Saturday, May 28, 2016

Sparkling Wines: Charmat vs. Metodo Classico Method

It's Memorial Day weekend and is a perfect time to celebrate the warm weather that is upon us or if you're me you're less than 5 weeks to delivering your first born. All perfect reasons to celebrate with some sparkling wine (like we need one!)

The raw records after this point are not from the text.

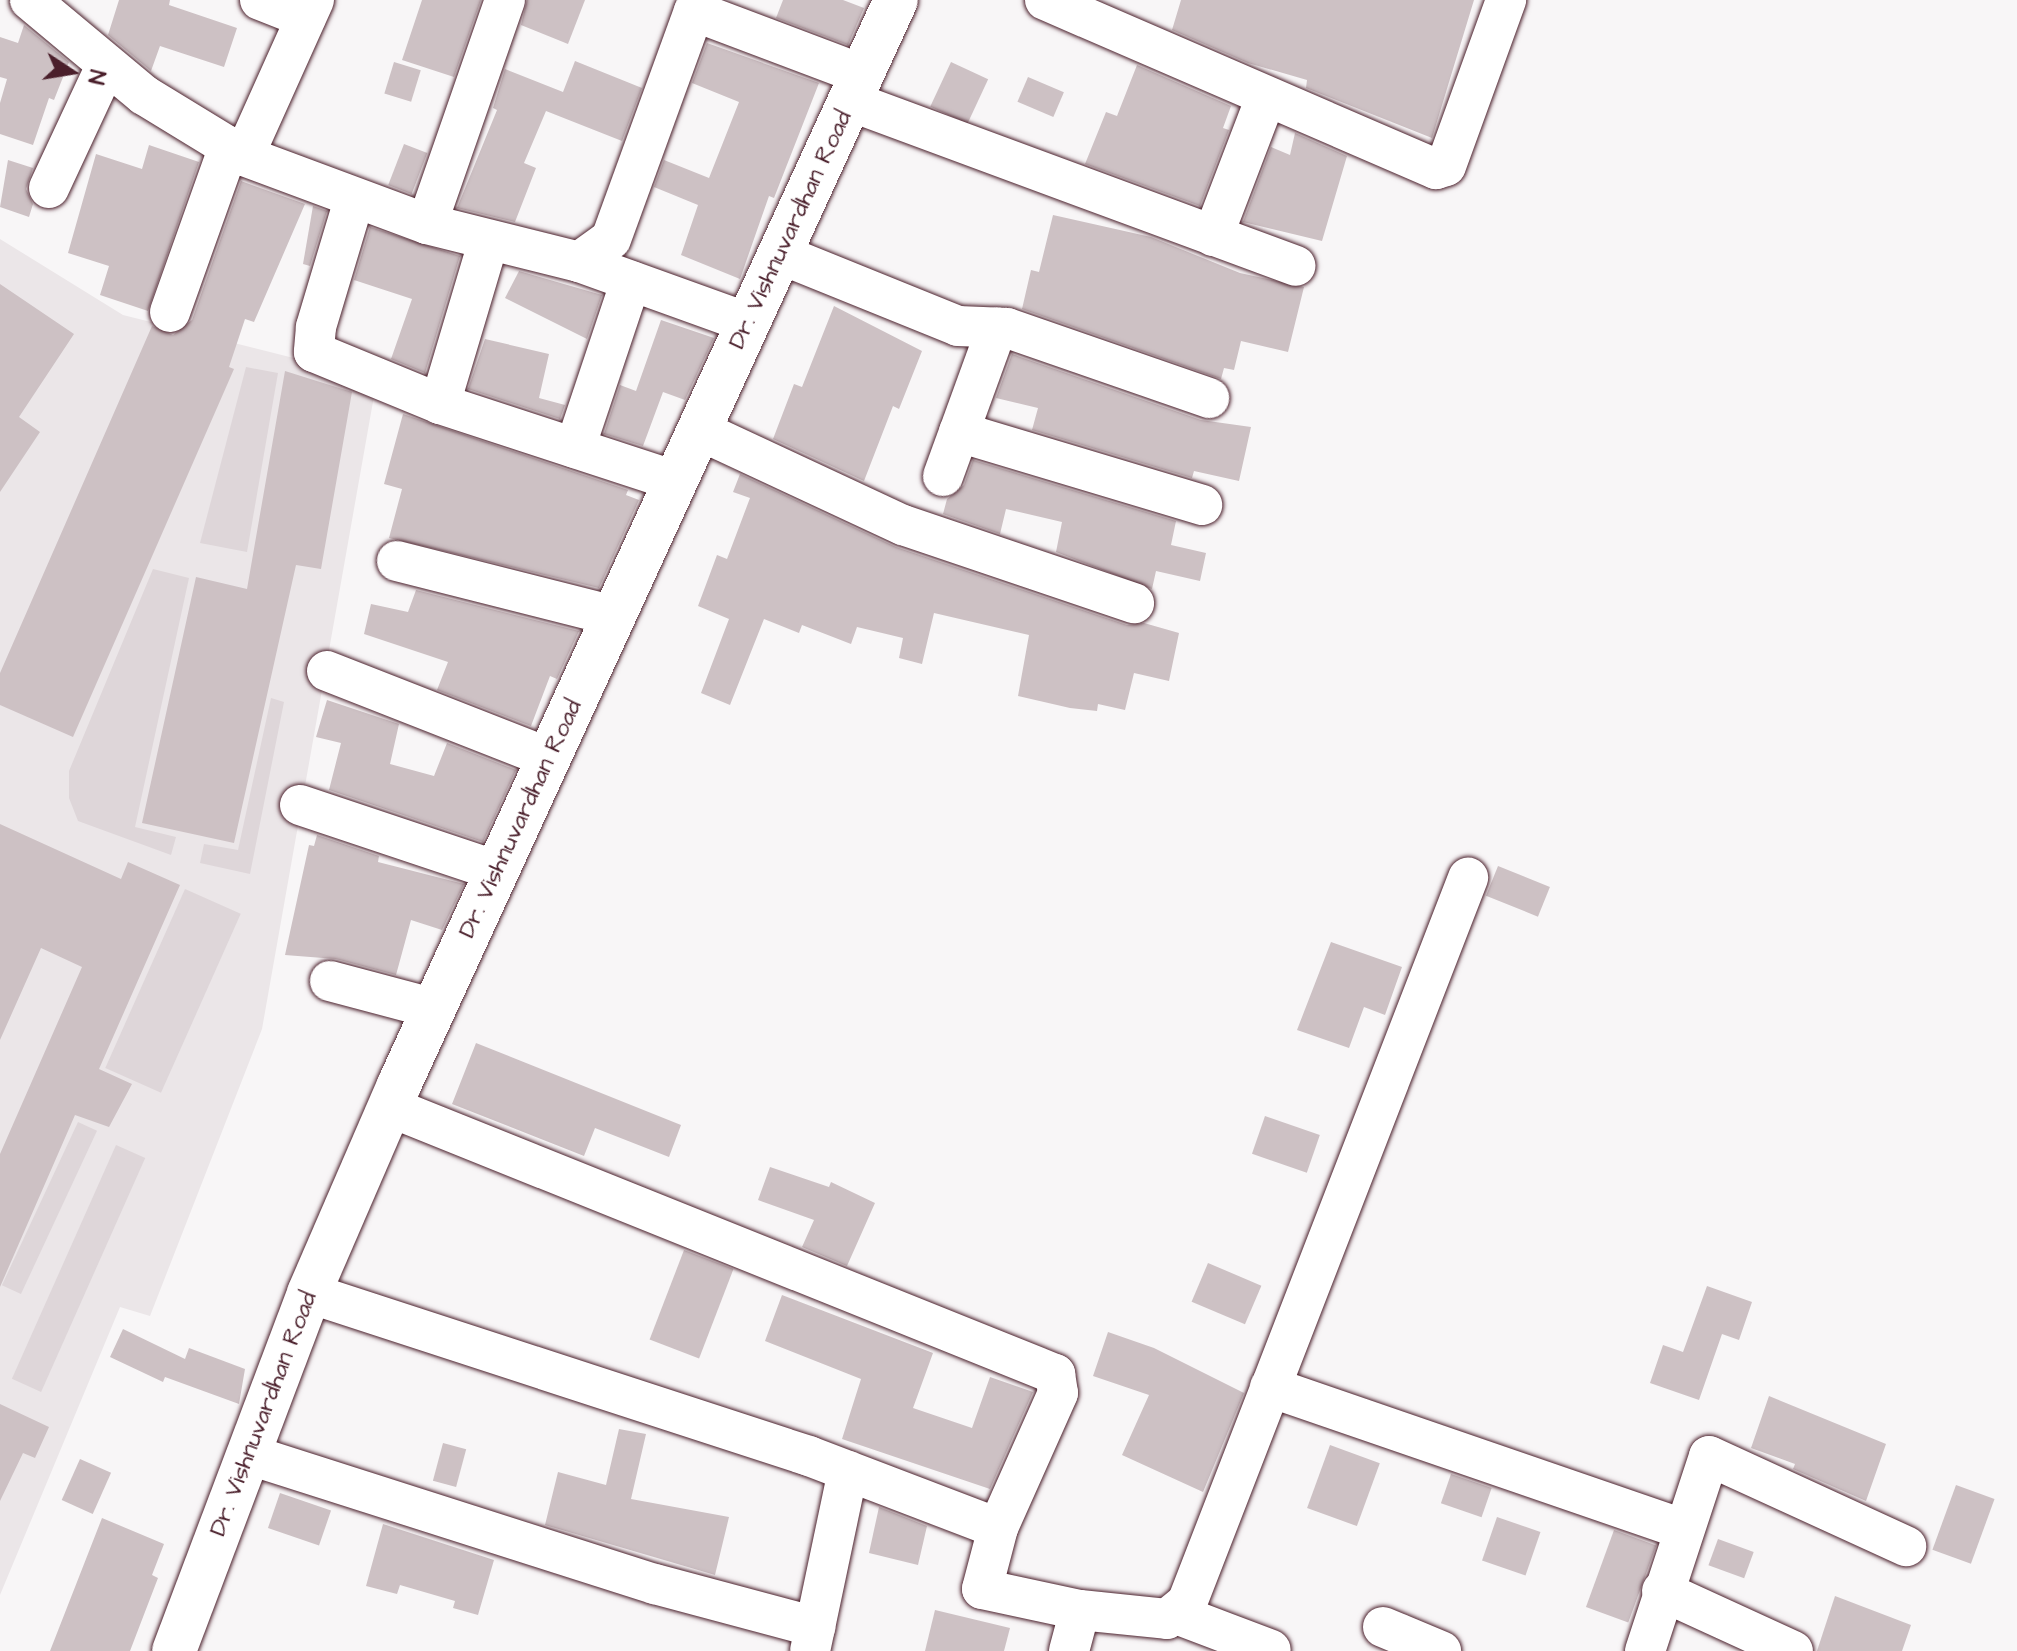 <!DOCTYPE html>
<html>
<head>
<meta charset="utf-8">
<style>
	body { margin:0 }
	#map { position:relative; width:2017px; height:1651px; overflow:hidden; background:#f8f6f7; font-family:"Architects Daughter",sans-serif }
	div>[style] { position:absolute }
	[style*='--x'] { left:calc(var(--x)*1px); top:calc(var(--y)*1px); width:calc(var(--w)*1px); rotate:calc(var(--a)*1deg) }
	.built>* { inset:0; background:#ebe6e8 }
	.green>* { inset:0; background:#ded6d9; transform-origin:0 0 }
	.building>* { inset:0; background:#cdc1c4; transform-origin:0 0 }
	.roads { filter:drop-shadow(0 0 2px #4a1f2b) drop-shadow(0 0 2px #4a1f2b) }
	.minor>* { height:40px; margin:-20px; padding:0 20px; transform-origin:20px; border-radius:20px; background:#fff }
	.major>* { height:44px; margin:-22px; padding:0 22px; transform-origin:22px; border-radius:22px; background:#fff }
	span { translate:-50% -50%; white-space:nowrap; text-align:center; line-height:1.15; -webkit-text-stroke:7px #fff; paint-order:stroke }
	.street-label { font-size:24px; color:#4a1f2b }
	.north { position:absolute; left:32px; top:32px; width:80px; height:80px; -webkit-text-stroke:6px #fff; paint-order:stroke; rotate:102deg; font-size:22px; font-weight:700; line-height:32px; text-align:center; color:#4a1f2b }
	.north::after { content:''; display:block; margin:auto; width:28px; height:36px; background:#4a1f2b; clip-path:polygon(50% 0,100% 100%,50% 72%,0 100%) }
</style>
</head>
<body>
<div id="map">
	<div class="built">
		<i style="clip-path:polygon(0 239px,123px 315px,377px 379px,262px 1029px,150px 1316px,120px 1307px,0 1595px)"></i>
	</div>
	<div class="green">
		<i style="clip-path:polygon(246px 367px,278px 373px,247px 552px,200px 543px)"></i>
		<i style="clip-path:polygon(153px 569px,189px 578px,135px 827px,176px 837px,171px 855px,78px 821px,69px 798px,69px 771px)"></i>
		<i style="clip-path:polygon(271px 698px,284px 702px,250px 874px,200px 863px,204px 844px,238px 850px)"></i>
		<i style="left:185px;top:889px;width:61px;height:196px;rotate:24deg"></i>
		<i style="left:78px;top:1122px;width:21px;height:180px;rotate:25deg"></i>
		<i style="left:116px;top:1145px;width:32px;height:256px;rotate:24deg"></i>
	</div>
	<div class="building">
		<i style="clip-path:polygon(119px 0,170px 0,169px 5px,237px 28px,224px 67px,160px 46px,151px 71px,108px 35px)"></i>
		<i style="clip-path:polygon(422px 0,481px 0,454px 77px,402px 60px)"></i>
		<i style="clip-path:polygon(527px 0,585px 0,568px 44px,521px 25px)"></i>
		<i style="clip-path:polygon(783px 0,843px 0,864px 8px,848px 45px,776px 18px)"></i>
		<i style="clip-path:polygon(1181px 0,1474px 0,1432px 138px,1306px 88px,1307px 80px,1248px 63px,1172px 30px)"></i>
		<i style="clip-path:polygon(24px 25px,69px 62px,54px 100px,49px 98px,33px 145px,0 134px,0 103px,7px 79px,0 77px,0 37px,18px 43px)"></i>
		<i style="clip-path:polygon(707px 43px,819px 83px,774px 198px,769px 196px,740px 279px,681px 255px,698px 205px,654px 187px,664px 160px,709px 178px,739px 102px,692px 83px)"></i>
		<i style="clip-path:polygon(575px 61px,642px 88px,622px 141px,546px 111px,524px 163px,536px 168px,515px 222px,457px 208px,497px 110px,493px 108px,505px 69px,563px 92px)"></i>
		<i style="left:394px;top:62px;width:28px;height:33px;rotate:17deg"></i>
		<i style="left:951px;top:62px;width:41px;height:49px;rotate:25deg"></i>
		<i style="clip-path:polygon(1137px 65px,1231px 106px,1223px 128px,1229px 130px,1200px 206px,1085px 164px,1106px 112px,1117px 116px)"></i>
		<i style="left:1028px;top:77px;width:39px;height:27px;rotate:23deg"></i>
		<i style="clip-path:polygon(1295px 133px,1347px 156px,1322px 241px,1243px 222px,1271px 147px,1290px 155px)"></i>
		<i style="left:404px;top:144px;width:25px;height:44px;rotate:21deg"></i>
		<i style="clip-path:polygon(149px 145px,199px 162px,148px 311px,100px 295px,109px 266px,68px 253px,96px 154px,142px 169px)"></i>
		<i style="clip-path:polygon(8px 160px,33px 168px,26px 189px,33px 204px,29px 217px,0 207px)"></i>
		<i style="clip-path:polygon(241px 181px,305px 204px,254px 322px,245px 319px,229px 367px,234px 369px,73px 737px,0 705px,0 673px,152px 326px,173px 335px,192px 320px)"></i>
		<i style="clip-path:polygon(313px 206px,327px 211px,310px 266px,303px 264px)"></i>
		<i style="clip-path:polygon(1053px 215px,1151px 237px,1240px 273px,1304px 287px,1288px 352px,1241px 341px,1234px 370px,1224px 368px,1221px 379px,1022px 309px,1031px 270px,1039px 272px)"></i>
		<i style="clip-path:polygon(370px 227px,460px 256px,425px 373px,391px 359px,412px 299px,354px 280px)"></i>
		<i style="clip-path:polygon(519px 271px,602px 295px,587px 339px,505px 298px)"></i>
		<i style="clip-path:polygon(0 284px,74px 334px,19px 417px,40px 432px,0 492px)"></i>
		<i style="clip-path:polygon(834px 306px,922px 351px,899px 409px,893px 406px,864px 481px,773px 439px,794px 384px,802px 387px)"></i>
		<i style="clip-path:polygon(661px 320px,714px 338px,685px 400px,663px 392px,643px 446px,604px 434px,620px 385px,636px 391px)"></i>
		<i style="clip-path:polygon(485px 339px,549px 354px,539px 398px,565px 405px,560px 419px,468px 389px)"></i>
		<i style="clip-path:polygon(1012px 354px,1201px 420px,1251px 427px,1239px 481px,1194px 471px,1192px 478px,1032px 430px,1038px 408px,996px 398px)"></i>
		<i style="clip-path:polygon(285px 371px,352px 392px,321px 569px,296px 565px,234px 843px,142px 823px,196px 577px,247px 589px)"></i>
		<i style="clip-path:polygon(403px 414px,628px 490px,626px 495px,639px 500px,599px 588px,389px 538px,402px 489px,384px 484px)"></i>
		<i style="clip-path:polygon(973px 460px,1176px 521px,1171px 545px,1206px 553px,1200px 581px,1156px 571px,1152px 589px,1056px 552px,1062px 522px,1006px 509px,1000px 534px,943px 514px,947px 499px,964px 485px)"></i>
		<i style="clip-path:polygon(740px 474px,896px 547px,1127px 625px,1144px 623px,1179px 633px,1169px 681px,1134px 673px,1125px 710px,1098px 704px,1097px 711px,1070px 708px,1018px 696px,1029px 635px,934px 613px,922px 664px,899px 658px,903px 638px,857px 627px,851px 644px,802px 625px,799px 633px,764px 619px,730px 705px,701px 693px,729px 619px,698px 606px,717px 555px,727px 559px,750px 498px,733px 492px)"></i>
		<i style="clip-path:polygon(416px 590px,579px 631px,557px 679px,550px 676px,531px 726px,437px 690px,448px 662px,364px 634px,371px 604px,408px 612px)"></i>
		<i style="clip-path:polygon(327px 700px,399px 724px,390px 764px,434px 776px,447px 743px,516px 770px,483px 842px,329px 790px,341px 743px,316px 737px)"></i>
		<i style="clip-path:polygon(0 824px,121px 879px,128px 862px,180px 885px,99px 1069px,132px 1084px,109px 1127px,75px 1115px,0 1287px,0 1154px,82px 967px,41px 948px,0 1040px)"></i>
		<i style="clip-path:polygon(317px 835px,379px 856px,378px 862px,464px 884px,442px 930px,411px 920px,396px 975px,336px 959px,285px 955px,309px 845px,314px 846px)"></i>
		<i style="left:1498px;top:866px;width:56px;height:32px;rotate:22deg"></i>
		<i style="clip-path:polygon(1331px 942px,1402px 967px,1385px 1015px,1364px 1007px,1349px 1048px,1297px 1030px)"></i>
		<i style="clip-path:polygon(476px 1043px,681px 1125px,669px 1157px,595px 1128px,584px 1156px,452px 1104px)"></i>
		<i style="left:1265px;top:1116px;width:58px;height:40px;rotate:19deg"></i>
		<i style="clip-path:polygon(770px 1167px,829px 1187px,831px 1182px,875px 1203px,847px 1266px,802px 1247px,814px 1220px,758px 1200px)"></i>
		<i style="left:684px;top:1250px;width:53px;height:96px;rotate:21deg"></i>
		<i style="left:1208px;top:1263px;width:58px;height:42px;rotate:23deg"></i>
		<i style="clip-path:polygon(1707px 1286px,1752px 1302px,1739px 1340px,1722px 1334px,1699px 1400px,1650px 1383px,1663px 1345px,1683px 1352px)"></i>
		<i style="clip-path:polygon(782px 1295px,933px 1353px,913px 1408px,972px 1428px,990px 1377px,1033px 1392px,990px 1489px,842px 1439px,861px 1379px,765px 1341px)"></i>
		<i style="clip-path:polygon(123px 1329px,185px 1359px,189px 1348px,245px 1369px,239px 1404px,165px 1377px,163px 1382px,110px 1357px)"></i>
		<i style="clip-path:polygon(1108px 1332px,1154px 1348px,1244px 1393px,1203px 1492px,1122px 1455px,1149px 1395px,1093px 1376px)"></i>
		<i style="clip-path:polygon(1769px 1396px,1886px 1444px,1866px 1501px,1793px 1469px,1795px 1464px,1751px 1448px)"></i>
		<i style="clip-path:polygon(0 1404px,49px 1427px,35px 1458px,23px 1453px,0 1501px)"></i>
		<i style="clip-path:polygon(619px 1429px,646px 1434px,631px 1499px,729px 1517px,715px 1575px,545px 1525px,558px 1472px,606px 1485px)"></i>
		<i style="left:443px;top:1443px;width:24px;height:39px;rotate:15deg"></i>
		<i style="left:1330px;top:1445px;width:53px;height:67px;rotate:20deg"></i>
		<i style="left:80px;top:1459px;width:34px;height:45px;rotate:24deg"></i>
		<i style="left:1451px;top:1474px;width:43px;height:31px;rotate:19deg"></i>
		<i style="left:1956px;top:1485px;width:41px;height:69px;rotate:20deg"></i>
		<i style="left:280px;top:1493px;width:54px;height:37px;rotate:19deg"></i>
		<i style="clip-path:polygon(879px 1507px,927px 1526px,918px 1565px,869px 1553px)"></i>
		<i style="left:1497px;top:1517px;width:46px;height:46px;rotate:19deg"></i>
		<i style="clip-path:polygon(102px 1518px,164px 1544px,152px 1575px,158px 1578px,130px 1651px,50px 1651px)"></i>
		<i style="clip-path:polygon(383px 1524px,494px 1560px,478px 1615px,453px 1608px,455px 1601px,400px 1585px,397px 1594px,366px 1586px)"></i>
		<i style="left:1614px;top:1530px;width:45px;height:82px;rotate:20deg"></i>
		<i style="left:1718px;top:1539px;width:38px;height:28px;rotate:20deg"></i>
		<i style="clip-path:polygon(1835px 1596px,1911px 1625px,1902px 1651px,1817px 1651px)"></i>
		<i style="clip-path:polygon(935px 1610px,1010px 1628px,1004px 1651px,925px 1651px)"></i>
	</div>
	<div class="roads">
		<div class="minor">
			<i style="--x:30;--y:0;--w:148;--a:39.8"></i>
			<i style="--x:144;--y:95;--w:117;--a:31.4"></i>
			<i style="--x:260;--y:0;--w:49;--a:21.4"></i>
			<i style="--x:314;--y:0;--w:171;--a:114.2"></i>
			<i style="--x:244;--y:156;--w:195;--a:20.4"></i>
			<i style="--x:427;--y:224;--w:157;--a:14"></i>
			<i style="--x:579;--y:262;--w:39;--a:-36"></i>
			<i style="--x:611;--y:239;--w:243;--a:-70"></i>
			<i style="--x:694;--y:11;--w:181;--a:20.7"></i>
			<i style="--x:1045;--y:0;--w:426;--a:23.4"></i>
			<i style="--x:1436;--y:169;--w:10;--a:-17"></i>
			<i style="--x:1446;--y:166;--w:177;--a:-70.1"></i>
			<i style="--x:850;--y:101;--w:475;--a:20.3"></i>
			<i style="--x:49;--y:188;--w:135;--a:-65"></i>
			<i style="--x:354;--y:200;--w:133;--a:106.7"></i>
			<i style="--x:316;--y:327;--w:25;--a:95"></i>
			<i style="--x:314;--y:352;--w:136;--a:22.4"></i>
			<i style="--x:440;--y:404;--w:247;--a:18.1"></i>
			<i style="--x:427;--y:224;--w:237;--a:-70.8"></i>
			<i style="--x:1213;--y:236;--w:149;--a:-69.1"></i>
			<i style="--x:780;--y:254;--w:192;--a:22"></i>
			<i style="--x:958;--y:326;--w:49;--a:2.3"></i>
			<i style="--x:1007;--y:328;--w:214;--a:19.1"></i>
			<i style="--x:579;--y:262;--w:180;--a:19.8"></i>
			<i style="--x:170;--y:312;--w:176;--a:-70.4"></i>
			<i style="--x:440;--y:404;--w:168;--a:-73.4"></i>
			<i style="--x:699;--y:430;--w:225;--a:25"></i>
			<i style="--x:903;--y:525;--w:244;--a:18.7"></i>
			<i style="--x:959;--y:432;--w:254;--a:16.7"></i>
			<i style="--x:575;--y:448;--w:176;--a:-71.5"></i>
			<i style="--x:943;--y:476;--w:158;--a:-70"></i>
			<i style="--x:397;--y:561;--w:224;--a:14.2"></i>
			<i style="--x:327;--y:671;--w:238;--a:21.4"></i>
			<i style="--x:300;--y:805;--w:208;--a:18.5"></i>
			<i style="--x:330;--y:981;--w:109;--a:14.9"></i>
			<i style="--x:390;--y:1107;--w:717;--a:21.88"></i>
			<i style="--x:1055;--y:1374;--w:19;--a:81"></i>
			<i style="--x:1058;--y:1393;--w:148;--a:114"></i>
			<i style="--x:998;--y:1528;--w:63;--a:104.7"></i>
			<i style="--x:982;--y:1589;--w:100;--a:12.1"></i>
			<i style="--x:1080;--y:1610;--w:87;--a:5.9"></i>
			<i style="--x:1167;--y:1619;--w:26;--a:-39"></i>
			<i style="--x:1187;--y:1603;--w:778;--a:-68.81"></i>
			<i style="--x:309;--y:1293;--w:526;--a:18.06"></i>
			<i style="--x:809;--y:1456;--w:202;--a:20.9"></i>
			<i style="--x:1270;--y:1387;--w:437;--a:19"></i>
			<i style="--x:247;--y:1454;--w:428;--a:17.7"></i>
			<i style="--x:655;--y:1584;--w:166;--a:15"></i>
			<i style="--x:1662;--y:1591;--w:144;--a:24.6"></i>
			<i style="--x:1179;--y:1615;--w:98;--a:20.8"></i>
			<i style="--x:1383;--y:1627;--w:63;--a:22.5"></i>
			<i style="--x:810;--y:1651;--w:184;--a:-78.1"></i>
			<i style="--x:1069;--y:1651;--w:42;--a:-75"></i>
			<i style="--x:1645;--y:1651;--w:205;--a:-71.8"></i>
			<i style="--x:1709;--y:1456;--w:217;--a:24.6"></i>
		</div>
		<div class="major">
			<i style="--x:174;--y:1651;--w:383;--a:-69.3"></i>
			<i style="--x:309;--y:1293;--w:227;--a:-66.6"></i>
			<i style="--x:399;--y:1085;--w:1193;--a:-65.39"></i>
		</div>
	</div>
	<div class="street-label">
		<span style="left:791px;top:230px;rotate:-65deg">Dr. Vishnuvardhan Road</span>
		<span style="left:521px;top:819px;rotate:-65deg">Dr. Vishnuvardhan Road</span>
		<span style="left:264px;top:1414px;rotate:-69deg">Dr. Vishnuvardhan Road</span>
	</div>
	<div class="north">N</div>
</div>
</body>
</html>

If you're a lover of Italian sparkling wine you may or may not be familiar with the differences in some of the different varieties of sparkling wines produced throughout Italy. We're going to learn today why some of these differences exist. It's mainly because there are two styles of producing sparkling Italian wines: the charmat method and the metodo classico.
Sparkling wines of Italy
Photo by Bill Masson
The Charmat Method
The charmat method was created back in 1895 by a gentleman, Federico Martinotti, an enologist from the town of Asti in Piedmont, Italy. It was then adjusted in 1907 by Eugene Charmat, hence the Charmat method. With the Charmat method the secondary fermentation that is normally done in the bottle is done in large stainless steel tanks. This allows for higher production quantity and is a cheaper style of sparkling wine production. The charmat method produces sparkling wines that are more aromatic.

Examples of Charmat wines
Examples of sparkling wines produced in Italy with the charmat method are lambrusco of emilia romagna, prosecco of the Veneto, and Asti of Piedmont.

Metodo Classico
The sparkling wines made from the champenoise method are typically more complex. During this process the secondary fermentation takes place in the bottle as mentioned earlier with additional yeasts and sugar added. Those yeasts take the sugar and convert them over to acohol and carbon dioxide, the bubbles! Following that the wine will age on the dead yeast cells known as the lees for 24 months.
Charmat vs Classic method sparkling wines
Examples of Metodo Classico
Some examples of Italian sparkling wines made in Italy with the metodo classico are from the Franciacorta D.O.C.G and those of the Oltrepo Pavese Metodo Classico D.O.C.G and Oltrepo Pavese Pinot Nero Metodo Classico D.O.C.G from Lombardia Lastly, the sparkling wines from the Trento D.O.C in the Trentino Alto Adige region also produce the metodo classico. Most of these wines are made with variations of chardonnay, pinot nero and pinot bianco.

One of the biggest differences, other than the taste and complexity of these two methods, is the consistency of the bubbles, or bollicini. Since the process of a classic method takes a long time you tend to get smaller, more consistent bubbles where those of the charmat method are bigger bubbles.

What are some of your Italian sparkling favorites?